"What It Means to be an American During War"
I'm in Swansea, Wales at the moment after presenting yesterday at the university here on "what it means to be an American during a time of war." Before I ship off to Cardiff and Bristol, I thought I'd post a few excerpts from my lecture:
"To really understand the depth of vulnerability that Americans felt after 9/11, you have to understand the historical context. Unlike most of Europe and even the vast majority of the world, modern Americans have had little to no experience of war on our own land. We certainly have violence in all its ugly forms, but little experience with what we might call “political violence” within our own borders. With the small exception of the 1993 World Trade Center bombing, not since the 1941 attacks on Pearl Harbor during the Second World War had there been a foreign attack on American soil. And before that, we might have to go back as far as the U.S.-Mexican War from 1846-1848. The point being, the U.S., whether as a result of geography or foreign affairs, has maintained forms of isolationism."
"This was a time when the country wanted a duty, not a debate."
"As I’ve argued, in the vulnerability of tragedy, the tides of nationalism quickly and sharply define citizenship in terms of loyalty to the state and its protection. Hedges, Freud and others contend that this becomes synonymous with mass mobilization for war. Consequently, I want to argue here that the solution to or the transformation of this problematic phenomenon requires us to reclaim and reconceptualize democratic citizenship and its responsibilities."
"The question then is how to purify patriotism from the muck of nationalism in which it becomes entrapped during times of crisis and conflict."

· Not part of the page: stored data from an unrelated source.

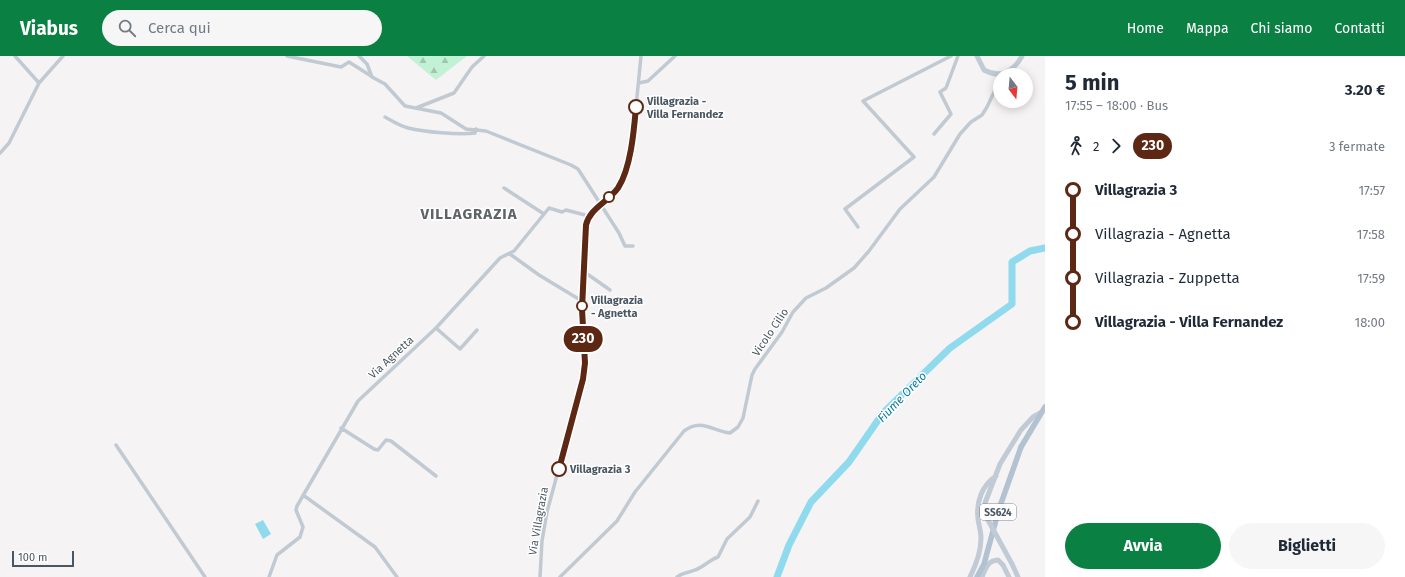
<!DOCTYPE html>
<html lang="it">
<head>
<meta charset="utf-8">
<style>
  body { margin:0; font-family:"Fira Sans",sans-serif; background:#f6f6f7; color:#1f2937; height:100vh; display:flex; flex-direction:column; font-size:15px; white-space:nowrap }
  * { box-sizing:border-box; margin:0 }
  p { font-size:13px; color:#747a83 }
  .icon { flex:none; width:22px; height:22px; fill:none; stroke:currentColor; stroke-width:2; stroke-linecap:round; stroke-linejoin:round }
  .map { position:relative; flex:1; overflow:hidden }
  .drawer { display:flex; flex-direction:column; background:#fff; width:360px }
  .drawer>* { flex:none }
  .badge { padding:0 8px; border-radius:13px; font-size:14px; line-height:26px }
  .needle { width:26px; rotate:164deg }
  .fabs { position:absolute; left:993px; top:12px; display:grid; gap:8px }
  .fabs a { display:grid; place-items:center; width:40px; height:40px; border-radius:50%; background:#fff; box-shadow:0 2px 10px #0003; font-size:20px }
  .scale { position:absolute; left:12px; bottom:10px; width:62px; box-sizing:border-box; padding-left:4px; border:2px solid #4a5661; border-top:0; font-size:11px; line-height:14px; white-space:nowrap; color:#4a5661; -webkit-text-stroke:3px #fff; paint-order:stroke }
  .map>.badge { position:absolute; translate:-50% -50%; box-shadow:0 0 0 2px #fff }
  .legs { display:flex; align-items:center; gap:6px; height:44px; padding:0 20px; font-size:13px }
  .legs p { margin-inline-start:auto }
  .summary { display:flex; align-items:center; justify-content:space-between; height:68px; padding:0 20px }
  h1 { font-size:22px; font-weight:700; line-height:30px }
  .action { display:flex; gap:8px; margin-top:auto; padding:8px 20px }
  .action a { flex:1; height:46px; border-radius:24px; background:#0b8043; color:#fff; font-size:16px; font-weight:700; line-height:46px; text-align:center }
  .action a+a { background:#f6f6f7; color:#1f2937 }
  ul { padding:0 20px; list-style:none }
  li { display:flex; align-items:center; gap:14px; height:44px; font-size:15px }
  li i { display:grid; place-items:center; width:6px; height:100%; margin:0 5px; background:currentColor }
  li i::after { content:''; width:10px; height:10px; margin:-5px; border:3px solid; border-radius:50%; background:#fff }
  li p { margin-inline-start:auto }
  li:first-child i { background:linear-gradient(#0000 50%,currentColor 0) }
  li:last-child i { background:linear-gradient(currentColor 50%,#0000 0) }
  header { display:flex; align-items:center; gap:24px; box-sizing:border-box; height:56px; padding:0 20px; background:#0b8043; color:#fff }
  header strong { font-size:19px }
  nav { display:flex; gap:22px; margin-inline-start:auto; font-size:14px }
  .search { width:280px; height:36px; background:#f6f6f7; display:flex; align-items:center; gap:10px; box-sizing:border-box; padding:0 14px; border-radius:22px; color:#747a83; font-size:15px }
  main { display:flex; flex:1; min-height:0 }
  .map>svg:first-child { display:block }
</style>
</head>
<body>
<header>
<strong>Viabus</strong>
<div class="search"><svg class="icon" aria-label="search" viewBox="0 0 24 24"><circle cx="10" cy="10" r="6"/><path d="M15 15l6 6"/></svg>Cerca qui</div>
<nav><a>Home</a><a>Mappa</a><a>Chi siamo</a><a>Contatti</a></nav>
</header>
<main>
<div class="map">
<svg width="1045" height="521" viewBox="0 0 1045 521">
  <defs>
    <pattern id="forest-firs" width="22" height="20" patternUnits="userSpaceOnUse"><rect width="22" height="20" fill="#c3f1d5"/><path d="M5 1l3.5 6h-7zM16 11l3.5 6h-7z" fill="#a0c6b0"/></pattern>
  </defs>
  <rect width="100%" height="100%" fill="#f5f3f3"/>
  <!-- forest -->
  <path fill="url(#forest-firs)" d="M407,0H467L436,24Z"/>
  <!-- water -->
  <path fill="#90daee" d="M263,464L271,478L263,483L255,468Z"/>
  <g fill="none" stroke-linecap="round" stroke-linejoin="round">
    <!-- river -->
    <path stroke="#90daee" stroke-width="7" d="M777,521L789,489L811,446L849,406L883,357L950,292L1012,248V206L1030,195L1045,192"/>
    <!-- minor -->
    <path stroke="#c1cad2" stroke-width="3.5" d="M15,0L39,27
      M287,0L341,11L349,6L371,20
      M359,0L367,8L372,21L385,28L405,50L441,57L466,73L486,75L571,109L578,113L619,177L625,190H633
      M639,27L648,25L675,0
      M416,52L454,37L472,11L484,0
      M385,61C392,65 400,70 408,72C425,76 458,79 475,77L476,73
      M934,78L951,58L940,36L946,32L958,0
      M0,97L9,87L39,27L63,0
      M504,132L544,158
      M858,171L845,153L914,101L863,45L951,0
      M510,198L539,219L582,245
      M583,215L610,234
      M436,272L460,293L477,274
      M341,372L374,393L378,394L386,384L391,385L436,420
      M116,389L205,521
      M303,439L375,491L397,521
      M269,521L277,499L300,481L303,471L296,454L297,450L358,345L436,272L500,202L514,195L549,152L562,156L566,154L589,160
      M540,521L542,485L547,456L583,323L585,307L582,253L586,169L589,160L614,137L624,119L635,61L641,0
      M560,521L617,465L635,436L684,375C702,362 712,375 730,377L738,371L743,362L752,319L755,313L782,276L793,256L806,242L826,232L854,212L869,195L900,153L934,121L960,78L971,66L982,59L987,51L996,32L998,18
      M677,521C684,516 688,517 695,514C704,511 709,504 718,501L727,483L750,461L758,445"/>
    <!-- secondary -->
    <path stroke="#c1cbd6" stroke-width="5" d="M977,0L984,14C1000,23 1014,15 1022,0
      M988,464L985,447L1000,408L1021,374L1033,361L1042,356
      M1012,508L1018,521
      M970,521C976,509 981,496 981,482C981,476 979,470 978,463C976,446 982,429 996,420
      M982,521C986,512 987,505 998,504L1003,509L1009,521"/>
    <!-- primary -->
    <path stroke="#b3c2d1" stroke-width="5.5" d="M977,521L984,508L999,453L1021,391"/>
    <!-- secondary-bridge -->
    <path stroke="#c1cbd6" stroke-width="5" d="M988,464L1012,508"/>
    <!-- primary-bridge -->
    <path stroke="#b3c2d1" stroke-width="5.5" d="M1021,391L1045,351"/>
  </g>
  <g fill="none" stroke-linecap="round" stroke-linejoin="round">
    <!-- line-1 casing -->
    <g stroke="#fff" stroke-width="9">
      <path id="line-1" d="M559,413L583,323L585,307L582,253L586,169C590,152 608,146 618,132C631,112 634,74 636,51"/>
    </g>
    <!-- line-1 -->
    <use href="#line-1" stroke="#5c2814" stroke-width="6"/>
  </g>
  <!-- markers -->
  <g fill="#fff" stroke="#5c2814" stroke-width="2">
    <circle cx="636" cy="51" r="7"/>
    <circle cx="609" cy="141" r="5"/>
    <circle cx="582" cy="250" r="5"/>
    <circle cx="559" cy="413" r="7"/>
  </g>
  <g text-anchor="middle" stroke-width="3" stroke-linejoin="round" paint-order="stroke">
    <!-- shield labels -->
    <rect fill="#fff" stroke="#808990" stroke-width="1" x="980" y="448" width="36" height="16" rx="3"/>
    <g font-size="10" font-weight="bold" fill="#4a5661">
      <text x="998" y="460">SS624</text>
    </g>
    <!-- stop labels -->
    <g font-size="11" font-weight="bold" fill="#4a5661" stroke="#fff" text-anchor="start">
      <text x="647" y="49">Villagrazia -<tspan x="647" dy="13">Villa Fernandez</tspan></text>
      <text x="591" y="248">Villagrazia<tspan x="591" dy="13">- Agnetta</tspan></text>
      <text x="570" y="417">Villagrazia 3</text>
    </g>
    <!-- street labels -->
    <g font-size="11" fill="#4a5661" stroke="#fff">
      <text transform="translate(770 276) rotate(-56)" y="4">Vicolo Cilio</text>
      <text transform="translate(391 301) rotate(-43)" y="4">Via Agnetta</text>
      <text transform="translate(538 465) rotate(-80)" y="4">Via Villagrazia</text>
    </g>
    <!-- water labels -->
    <g font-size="12" font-style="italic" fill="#0c7c9b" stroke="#fff">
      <text transform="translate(902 341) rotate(-46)" y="4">Fiume Oreto</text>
    </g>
    <!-- district labels -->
    <g font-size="15" font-weight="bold" letter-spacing="1" fill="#5f6368" stroke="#fff">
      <text x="469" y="163">VILLAGRAZIA</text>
    </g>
  </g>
</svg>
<div class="fabs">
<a><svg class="needle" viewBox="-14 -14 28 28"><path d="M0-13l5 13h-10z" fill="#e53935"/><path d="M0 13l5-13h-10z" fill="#747a83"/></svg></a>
</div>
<div class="scale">100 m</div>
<b class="badge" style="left:583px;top:283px;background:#5c2814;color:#fff">230</b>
</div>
<section class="drawer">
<div class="summary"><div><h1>5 min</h1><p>17:55 – 18:00 · Bus</p></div><b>3.20 €</b></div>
<div class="legs"><svg class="icon" aria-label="walk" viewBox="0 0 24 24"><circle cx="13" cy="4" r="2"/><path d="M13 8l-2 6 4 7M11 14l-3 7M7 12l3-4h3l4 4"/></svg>2<svg class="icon" aria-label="forward" viewBox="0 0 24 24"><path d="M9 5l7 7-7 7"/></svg><b class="badge" style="background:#5c2814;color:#fff">230</b><p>3 fermate</p></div>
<ul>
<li><i style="color:#5c2814"></i><b>Villagrazia 3</b><p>17:57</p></li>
<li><i style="color:#5c2814"></i><span>Villagrazia - Agnetta</span><p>17:58</p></li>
<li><i style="color:#5c2814"></i><span>Villagrazia - Zuppetta</span><p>17:59</p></li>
<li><i style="color:#5c2814"></i><b>Villagrazia - Villa Fernandez</b><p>18:00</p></li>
</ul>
<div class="action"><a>Avvia</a><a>Biglietti</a></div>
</section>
</main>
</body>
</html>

"Let’s face it: with the rather small exception of those families – generally low-income and likely minority – that have lost loved ones in Iraq or Afghanistan, Americans have remained detached from the realities of war. Without a draft that forces middle-class and some upper-class kids (those who can’t or don’t buy their way out) to fight, the war remains almost unreal for the vast majority of American voters. Sure we are outraged in principle by torture in Abu Ghraib or the slaying of civilians in Haditha or reports that 655,000 Iraqis have been killed, but it doesn’t hit home. And Americans have been generally unwilling to act in response; to demand change or as Walzer puts it: 'do all we can to prevent or stop the war.'"
"After 9/11, it would be naïve to argue that the U.S. did not face great dilemmas. For example, how to secure justice and pursue accountability for atrocities, while transforming the socio-economic roots of political violence? Or how to confront real security threats without fueling new grievances or instigating greater instability? Yet, only loud voices that were willing to give simple answers were heard."
"The only hope I see for a solution or really protection against these horrors begins with a reconceptualization and a strengthening of democratic citizenship: a citizenship that distinguishes discerning patriotism from blind nationalism; a citizenship that takes responsibility for its government’s actions especially in war; a citizenship that demands nuance and cultivates a moral imagination. It ought to mean a lot more to be an American in a time of war. It ought to mean a ‘hell of a’ lot more to be any citizen in a world of war. Until we take that responsibility, that duty, seriously, we’re condemned to the same historical patterns of mass violence and atrocity."